The scope is intentionally defined at a conceptual level. It outlines the kinds of hazards considered relevant, the general conditions under which those hazards may arise, and the high-level logic by which safety is evaluated. It does not function as a product manual, manufacturing specification, or operational guide.
Hazard-based safety concept
A defining characteristic of IEC 62368-1 is its hazard-based safety approach. Instead of prescribing fixed construction requirements, the standard organizes safety around the interaction between energy sources, the environment, and people or property. Energy is categorized by its potential to cause harm, and safety is framed in terms of preventing or limiting the transfer of that energy to a level that would be injurious.
This conceptual structure allows the standard to describe safety outcomes in a way that is independent of specific technologies. Electrical, thermal, mechanical, chemical, and radiated energy sources are all addressed within a single explanatory framework.
Relationship to earlier standards
IEC 62368-1 is widely recognized as replacing earlier international safety standards that separately addressed information technology equipment and audio-video equipment. Its development reflects a consolidation of safety philosophy rather than a simple revision of technical limits. The standard inherits concepts from its predecessors while reorganizing them into a unified model intended for long-term applicability.
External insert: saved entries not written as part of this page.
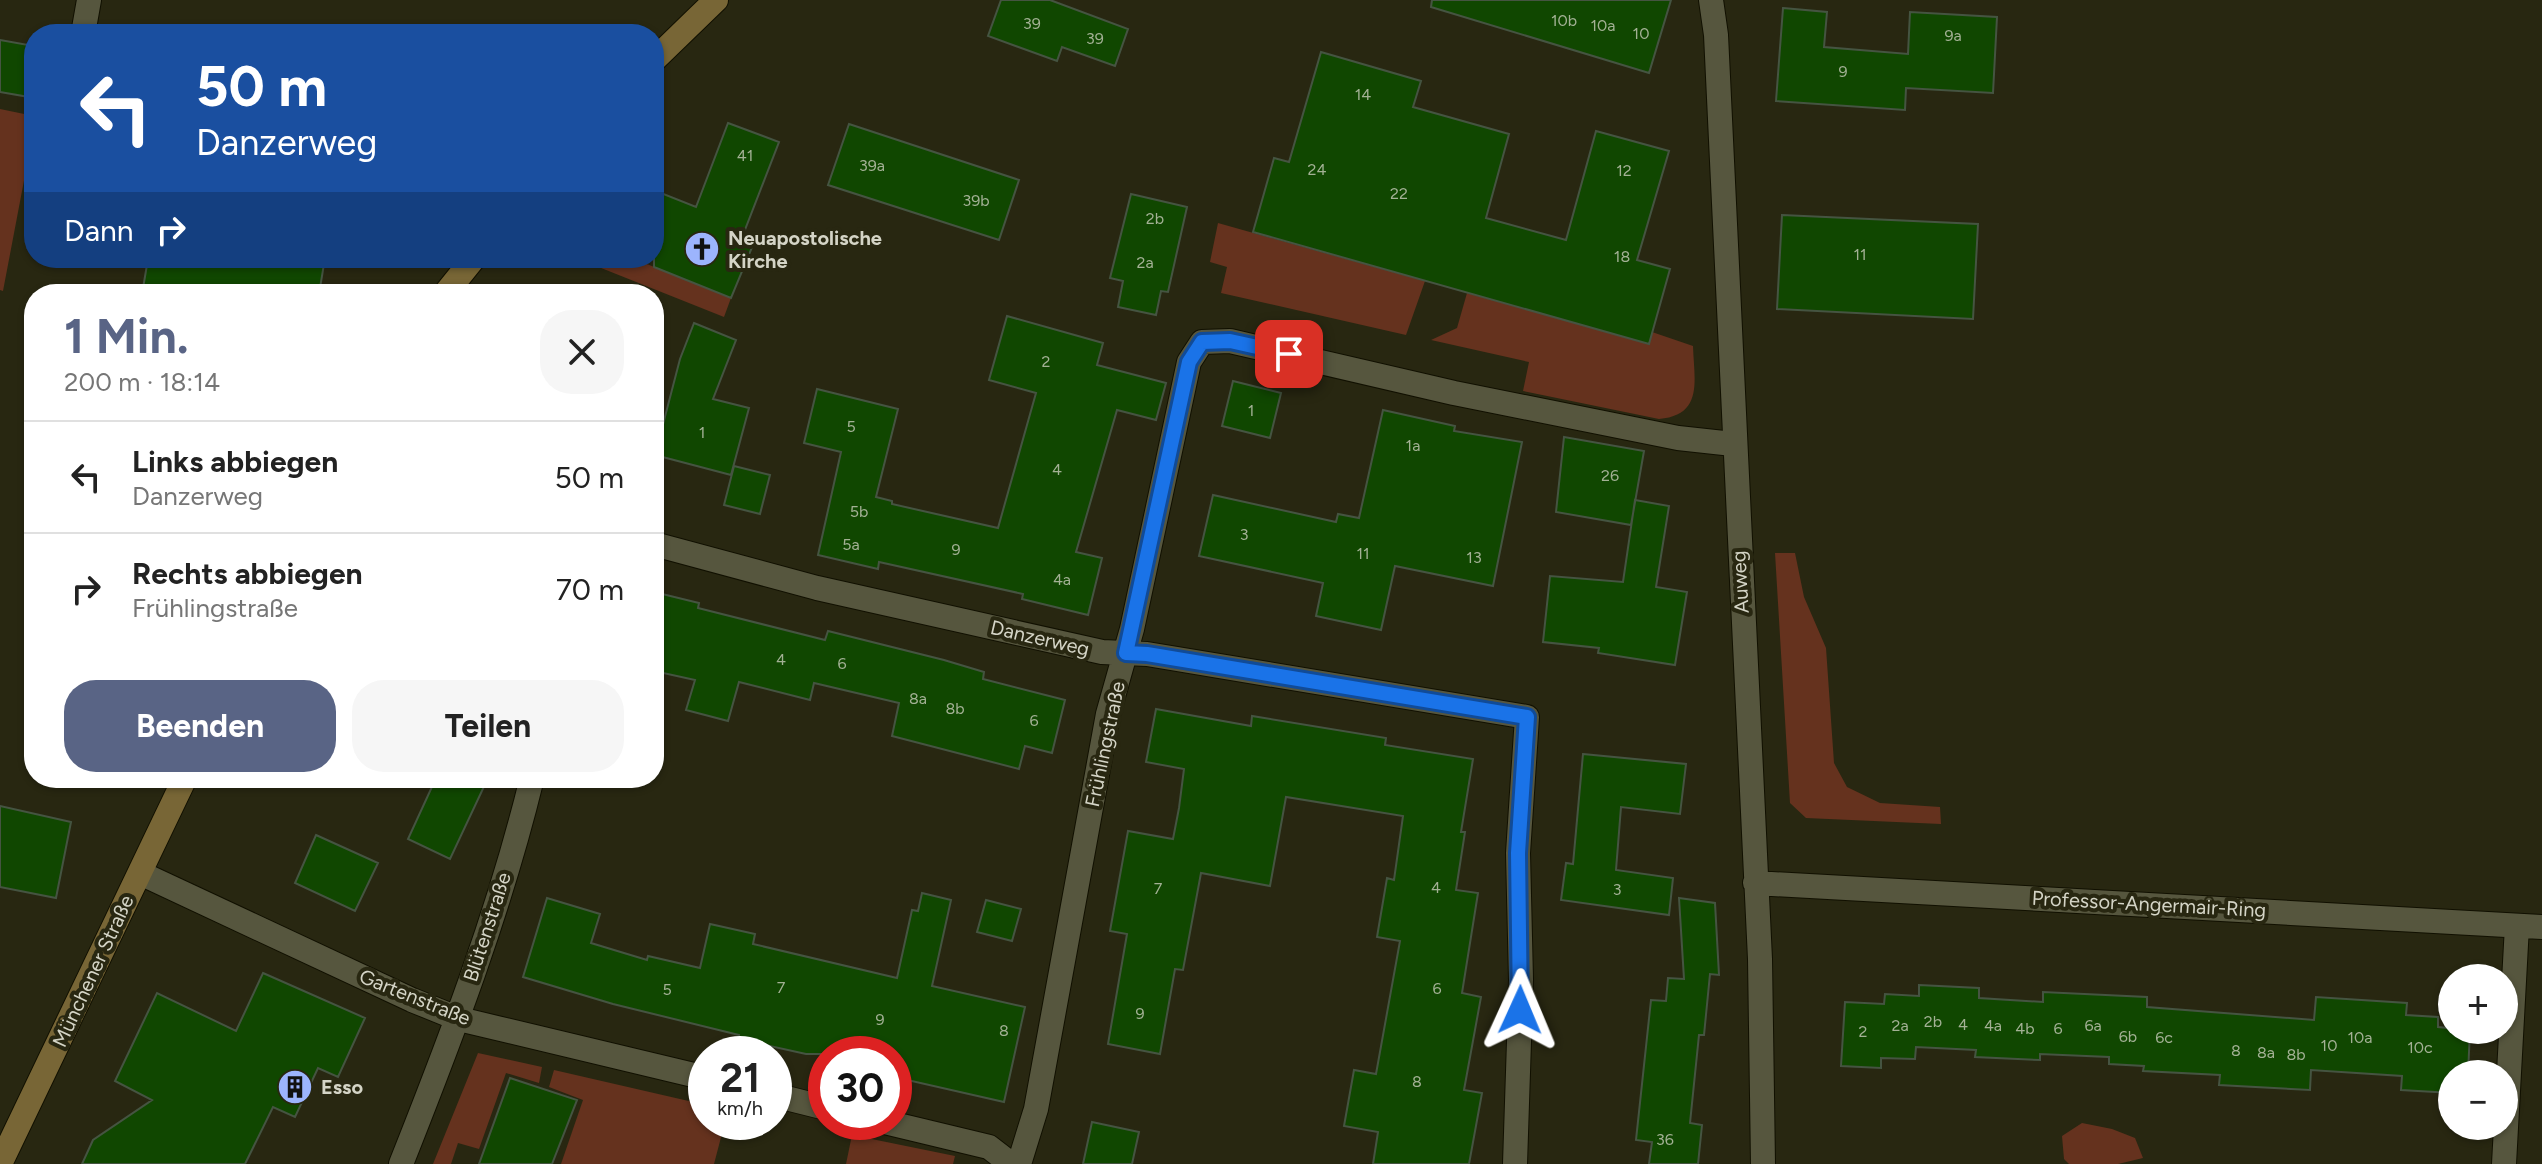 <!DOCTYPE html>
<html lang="de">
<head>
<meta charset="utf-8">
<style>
	:root { --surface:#fff; --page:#f6f6f6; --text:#222; --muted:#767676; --line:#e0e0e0; --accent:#596485 }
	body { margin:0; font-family:Figtree,sans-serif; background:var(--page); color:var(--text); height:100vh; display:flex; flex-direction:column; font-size:30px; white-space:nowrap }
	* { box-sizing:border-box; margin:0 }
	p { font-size:26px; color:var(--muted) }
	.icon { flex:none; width:44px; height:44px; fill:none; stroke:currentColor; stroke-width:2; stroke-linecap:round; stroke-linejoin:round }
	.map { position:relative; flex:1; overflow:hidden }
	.sheet { position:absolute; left:24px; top:284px; width:640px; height:504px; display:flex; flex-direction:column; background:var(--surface); border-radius:32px; box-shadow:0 2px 6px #0004 }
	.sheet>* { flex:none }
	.top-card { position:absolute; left:24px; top:24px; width:640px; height:244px; border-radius:32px; box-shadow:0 2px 6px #0004; background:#1a4fa0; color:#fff; overflow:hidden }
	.controls { position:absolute; left:2438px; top:964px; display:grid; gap:16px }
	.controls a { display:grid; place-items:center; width:80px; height:80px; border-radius:50%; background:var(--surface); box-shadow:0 2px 6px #0004; font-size:40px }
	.speed { position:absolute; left:688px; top:1036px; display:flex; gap:16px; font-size:40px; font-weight:700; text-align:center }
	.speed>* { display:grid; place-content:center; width:104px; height:104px; border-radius:50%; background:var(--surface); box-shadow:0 2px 6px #0004; line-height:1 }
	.speed small { font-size:20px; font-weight:400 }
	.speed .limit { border:12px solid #d22; background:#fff; color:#111 }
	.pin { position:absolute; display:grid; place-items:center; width:68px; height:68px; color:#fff; margin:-34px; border-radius:16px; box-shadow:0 4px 12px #0006 }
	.me { position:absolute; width:88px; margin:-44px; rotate:1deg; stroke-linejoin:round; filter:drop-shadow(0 0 6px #0008) }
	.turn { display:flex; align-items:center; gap:28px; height:168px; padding:0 40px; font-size:36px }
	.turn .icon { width:104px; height:104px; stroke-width:2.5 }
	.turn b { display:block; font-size:56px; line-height:68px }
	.then { display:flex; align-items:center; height:76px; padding:0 40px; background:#0003; gap:16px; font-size:30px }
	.round { display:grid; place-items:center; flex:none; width:84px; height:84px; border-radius:32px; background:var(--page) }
	.overview { display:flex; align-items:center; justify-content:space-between; height:136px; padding:0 40px }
	h1 { font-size:48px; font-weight:700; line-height:60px; color:var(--accent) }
	.button { display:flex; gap:16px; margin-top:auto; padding:16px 40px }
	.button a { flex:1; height:92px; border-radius:32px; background:var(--accent); color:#fff; font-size:32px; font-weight:700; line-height:92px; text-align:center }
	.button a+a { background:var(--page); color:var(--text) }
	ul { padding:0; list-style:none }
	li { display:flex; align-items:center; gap:24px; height:112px; padding:0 40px; border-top:2px solid var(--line) }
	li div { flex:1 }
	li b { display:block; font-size:30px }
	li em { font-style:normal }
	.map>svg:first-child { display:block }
	.green { fill:#65321e }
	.building { fill:#104700; stroke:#455441; stroke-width:2 }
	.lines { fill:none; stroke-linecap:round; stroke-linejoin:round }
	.street-casing { stroke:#111000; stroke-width:26 }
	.secondary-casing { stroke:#111000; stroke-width:26 }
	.street { stroke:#56563e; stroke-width:24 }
	.secondary { stroke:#786636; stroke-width:24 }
	.route-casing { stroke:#114b97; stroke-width:20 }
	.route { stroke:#1a73e8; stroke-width:14 }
	.labels { text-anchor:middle; stroke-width:8; stroke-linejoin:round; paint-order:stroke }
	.number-label { font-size:16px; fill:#a3b194 }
	.poi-label { font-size:20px; font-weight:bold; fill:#d4d4c6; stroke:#282711; text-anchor:start }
	.street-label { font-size:20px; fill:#d4d4c6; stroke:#282711 }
</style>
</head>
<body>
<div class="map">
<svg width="2542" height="1164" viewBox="0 0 2542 1164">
	<rect width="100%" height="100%" fill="#282711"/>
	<path class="green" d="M0 109 34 116V128L3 291 0 290Z
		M1218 223 1425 281 1406 335 1221 293 1227 267 1210 262Z
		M576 258H632L731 298 724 317Z
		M1467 293 1648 344 1652 332 1693 346C1694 380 1704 415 1659 419L1523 391 1529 362 1431 340 1457 328Z
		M1775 553H1795L1804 597 1826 648 1834 763 1847 787 1880 803 1940 807 1941 824 1806 818 1790 803Z
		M478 1053 542 1067 539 1083 506 1073 479 1149 458 1143 451 1164H433Z
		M554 1070 706 1105V1122H725L714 1164H561L583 1100 549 1087Z
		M2082 1123 2112 1129 2135 1138 2143 1158 2118 1164H2069L2064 1159 2062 1136Z
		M852 1135 955 1156 953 1164H846Z"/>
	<path class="building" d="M1001 0H1050L1128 29 1115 66 1062 47 1057 61 988 36Z
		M1432 0H1671L1649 73 1431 7Z
		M1783 8 1827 12 1824 47 1908 54 1910 12 1997 17 1993 93 1906 88 1905 110 1776 101Z
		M0 40 34 46V72L29 97 0 92Z
		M1321 52 1421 81 1413 107 1509 134 1486 218 1566 240 1596 131 1669 151 1637 260 1670 269 1649 344 1253 232 1274 158 1289 162Z
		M728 123 779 142 743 235 755 240 731 298 654 267V210L661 193 696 207Z
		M849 124 1019 180 999 240 828 185Z
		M1131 194 1187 207 1168 292 1161 291 1156 315 1118 307 1123 281 1110 278Z
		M1782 215 1978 224 1973 319 1777 309Z
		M183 258H325L319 294H142L148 259 182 264Z
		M1007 316 1103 343 1097 365 1166 383 1156 420 1117 410 1076 552 1102 558 1088 615 1022 599 1023 594 879 562 878 569 818 555 841 452 804 443 817 389 898 409 876 497 892 501V504L998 528 1036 393 989 380Z
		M694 323 736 340 713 399 749 408 731 475 655 455 680 359Z
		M1233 381 1281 393 1270 438 1222 426Z
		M1383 410 1455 426 1454 431 1522 442 1493 586 1395 566 1381 630 1316 616 1323 583 1199 556 1213 495 1336 522 1338 514 1359 518Z
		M1564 437 1644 451 1631 525 1556 512Z
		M734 466 770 475 760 514 724 505Z
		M1635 500 1669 506 1656 587 1687 592 1675 665 1598 653 1599 648 1543 642 1550 576 1623 582Z
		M654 592 699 603 698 608 825 640 828 631 944 660 984 672 983 679 1065 700 1052 753 1025 746 1019 769 892 736 899 703 814 683 810 700 739 682 728 721 686 710 695 680 654 671Z
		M1156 709 1251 726 1252 716 1386 738 1385 745 1473 759 1461 832H1465L1456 890 1478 893 1462 993 1481 997 1464 1090 1482 1093 1469 1164H1373L1378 1132 1344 1126 1354 1070 1376 1074 1400 941 1377 937 1387 878 1394 880 1403 816 1286 797 1270 886 1201 873 1183 970 1175 969 1160 1054 1108 1044 1127 934 1110 931 1128 831 1173 839 1179 808 1184 769 1146 762Z
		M1583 754 1686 764 1680 814 1621 807 1616 870 1673 878 1669 915 1561 900 1566 863 1573 864Z
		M436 778H488L450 859 408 839Z
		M0 806 71 822 56 898 0 887Z
		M316 835 378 863 355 911 295 883Z
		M922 893 951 900 932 986 1025 1007 1004 1102 894 1077V1054H806L738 1039 739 1035 613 1004 523 977 547 898 600 914 591 943 647 960 648 956 700 968 710 924 755 934 753 944 897 978 912 910 918 911Z
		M1679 898 1715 903 1719 975 1710 974 1704 1035H1699L1690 1123 1702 1125 1698 1164H1649L1652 1142 1636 1140 1651 1000 1666 1001 1668 978 1684 979Z
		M986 900 1021 909 1012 941 977 932Z
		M263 973 365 1018 338 1077 318 1068 295 1117 273 1107 245 1164H82L93 1140 152 1100 115 1081 157 993 236 1031Z
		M1919 985 1979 988V998L2043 1002V992L2147 997V1007L2314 1020 2316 997 2407 1003 2406 1015 2438 1017V1027L2470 1030 2468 1074H2452V1093L2401 1090 2402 1076 2311 1070 2310 1090 2219 1085 2220 1075 2143 1071 2144 1066 2109 1064V1057L2040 1054V1060L1975 1057 1976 1050 1916 1047 1915 1059 1881 1058V1068L1841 1066 1845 1002 1884 1004 1885 994 1919 996Z
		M510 1078 577 1100 552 1164H479Z
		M1092 1122 1139 1132 1132 1164H1083Z"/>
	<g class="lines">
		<g class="street-casing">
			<path id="street" d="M1711 0 1716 35 1760 959 1763 1164
				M83 34 89 0
				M654 544 817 588 1102 652 1147 654 1527 717 1518 853 1521 980 1515 1164
				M140 873 412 1000 459 1019 706 1078
				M1755 883 2542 927
				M774 1095 826 1108
				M885 1122 989 1147 1011 1164
				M401 1164C451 1038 500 910 532 778
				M1019 1164 1036 1109 1108 714 1132 629 1189 362 1202 342 1230 341 1454 393 1678 438 1733 444
				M2504 1164 2517 926"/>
		</g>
		<g class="secondary-casing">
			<path id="secondary" d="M654 60 716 0
				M445 294 474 258
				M0 1164 185 778"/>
		</g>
		<use href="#street" class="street"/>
		<use href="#secondary" class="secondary"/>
	</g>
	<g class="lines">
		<g class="route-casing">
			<path id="route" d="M1289 354 1230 341 1202 342 1189 362 1126 653 1147 654 1527 717 1518 853 1520 1010"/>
		</g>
		<use href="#route" class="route"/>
	</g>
	<defs>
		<g id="church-disc" transform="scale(1.8)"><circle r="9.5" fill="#9cb4fd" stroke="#282711"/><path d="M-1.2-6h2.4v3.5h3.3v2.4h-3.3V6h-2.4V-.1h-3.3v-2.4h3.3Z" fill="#111"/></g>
		<g id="building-disc" transform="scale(1.8)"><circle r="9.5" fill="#9cb4fd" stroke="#282711"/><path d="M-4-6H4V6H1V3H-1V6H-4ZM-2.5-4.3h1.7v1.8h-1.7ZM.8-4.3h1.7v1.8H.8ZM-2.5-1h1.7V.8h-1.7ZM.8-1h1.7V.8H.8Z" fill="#111"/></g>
	</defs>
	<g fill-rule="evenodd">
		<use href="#church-disc" x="702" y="249"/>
		<use href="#building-disc" x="295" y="1087"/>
	</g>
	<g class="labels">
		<g class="number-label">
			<text x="1564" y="26">10b</text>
			<text x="1032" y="29">39</text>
			<text x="1603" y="31">10a</text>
			<text x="1641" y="39">10</text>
			<text x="1953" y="41">9a</text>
			<text x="1095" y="44">39</text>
			<text x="1843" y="77">9</text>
			<text x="1363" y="100">14</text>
			<text x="745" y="161">41</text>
			<text x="872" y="171">39a</text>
			<text x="1317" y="175">24</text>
			<text x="1624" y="176">12</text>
			<text x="1399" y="199">22</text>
			<text x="976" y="206">39b</text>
			<text x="1155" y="224">2b</text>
			<text x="1860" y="260">11</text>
			<text x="1622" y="262">18</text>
			<text x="1145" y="268">2a</text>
			<text x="1046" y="367">2</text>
			<text x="1251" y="416">1</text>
			<text x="851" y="432">5</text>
			<text x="702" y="438">1</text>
			<text x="1413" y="451">1a</text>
			<text x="1057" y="475">4</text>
			<text x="1610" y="481">26</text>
			<text x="859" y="517">5b</text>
			<text x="1244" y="540">3</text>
			<text x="851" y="550">5a</text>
			<text x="956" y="555">9</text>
			<text x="1363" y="559">11</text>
			<text x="1474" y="563">13</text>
			<text x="1062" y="585">4a</text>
			<text x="781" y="665">4</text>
			<text x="842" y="669">6</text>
			<text x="918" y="704">8a</text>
			<text x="955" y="714">8b</text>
			<text x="1034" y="726">6</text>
			<text x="1436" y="893">4</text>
			<text x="1158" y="894">7</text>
			<text x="1617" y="895">3</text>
			<text x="781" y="993">7</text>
			<text x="1437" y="994">6</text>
			<text x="667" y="995">5</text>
			<text x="1140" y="1019">9</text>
			<text x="880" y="1025">9</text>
			<text x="1933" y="1027">2b</text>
			<text x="1963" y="1030">4</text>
			<text x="1900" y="1031">2a</text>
			<text x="1993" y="1031">4a</text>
			<text x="2093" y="1031">6a</text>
			<text x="2025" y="1034">4b</text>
			<text x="2058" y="1034">6</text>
			<text x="1004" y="1036">8</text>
			<text x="1863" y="1037">2</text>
			<text x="2128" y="1042">6b</text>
			<text x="2164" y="1043">6c</text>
			<text x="2360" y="1043">10a</text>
			<text x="2329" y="1051">10</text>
			<text x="2420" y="1053">10c</text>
			<text x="2236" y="1056">8</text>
			<text x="2266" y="1058">8a</text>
			<text x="2296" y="1060">8b</text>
			<text x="1417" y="1087">8</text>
			<text x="1665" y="1145">36</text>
		</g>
		<g class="poi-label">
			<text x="728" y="245">Neuapostolische<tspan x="728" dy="23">Kirche</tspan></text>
			<text x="321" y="1094">Esso</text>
		</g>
		<g class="street-label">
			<text transform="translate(1740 582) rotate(-93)" y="7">Auweg</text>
			<text transform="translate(1040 638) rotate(13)" y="7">Danzerweg</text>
			<text transform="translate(1105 744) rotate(-78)" y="7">Frühlingstraße</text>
			<text transform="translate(2149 904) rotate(3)" y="7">Professor-Angermair-Ring</text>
			<text transform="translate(487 927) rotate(-72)" y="7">Blütenstraße</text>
			<text transform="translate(93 971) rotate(-65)" y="7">Münchener Straße</text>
			<text transform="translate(415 997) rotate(22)" y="7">Gartenstraße</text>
		</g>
	</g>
</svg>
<div class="controls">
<a>+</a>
<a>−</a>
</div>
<div class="speed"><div>21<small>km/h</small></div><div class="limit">30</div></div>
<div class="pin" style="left:1289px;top:354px;background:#d93025"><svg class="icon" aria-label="arrive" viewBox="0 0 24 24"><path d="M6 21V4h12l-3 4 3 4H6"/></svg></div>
<svg class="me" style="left:1520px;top:1010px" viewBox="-20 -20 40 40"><path d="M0-17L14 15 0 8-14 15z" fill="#1a73e8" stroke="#fff" stroke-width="4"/></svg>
<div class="top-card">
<div class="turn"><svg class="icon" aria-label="left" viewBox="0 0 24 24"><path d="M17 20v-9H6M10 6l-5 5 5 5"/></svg><div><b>50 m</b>Danzerweg</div></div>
<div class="then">Dann<svg class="icon" aria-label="right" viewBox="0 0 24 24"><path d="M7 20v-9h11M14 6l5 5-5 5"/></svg></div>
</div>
<section class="sheet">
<div class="overview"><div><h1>1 Min.</h1><p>200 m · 18:14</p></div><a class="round"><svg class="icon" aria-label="close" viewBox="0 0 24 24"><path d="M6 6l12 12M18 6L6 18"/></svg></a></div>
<ul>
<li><svg class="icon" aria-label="left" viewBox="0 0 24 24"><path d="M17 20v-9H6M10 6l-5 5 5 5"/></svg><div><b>Links abbiegen</b><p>Danzerweg</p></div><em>50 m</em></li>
<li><svg class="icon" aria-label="right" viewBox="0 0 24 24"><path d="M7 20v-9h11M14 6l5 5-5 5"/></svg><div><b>Rechts abbiegen</b><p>Frühlingstraße</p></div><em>70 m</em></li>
</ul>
<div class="button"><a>Beenden</a><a>Teilen</a></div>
</section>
</div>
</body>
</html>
Role within the standards landscape
Within the broader ecosystem of international standards, IEC 62368-1 serves as a reference point for understanding safety expectations for modern electronic equipment. It is frequently cited alongside other IEC and ISO documents that address specific components, environments, or risk domains, but it remains distinct in its focus on overall hazard structure rather than detailed implementation.
The standard’s influence lies in how it frames safety thinking across converged technologies, rather than in prescribing detailed design actions.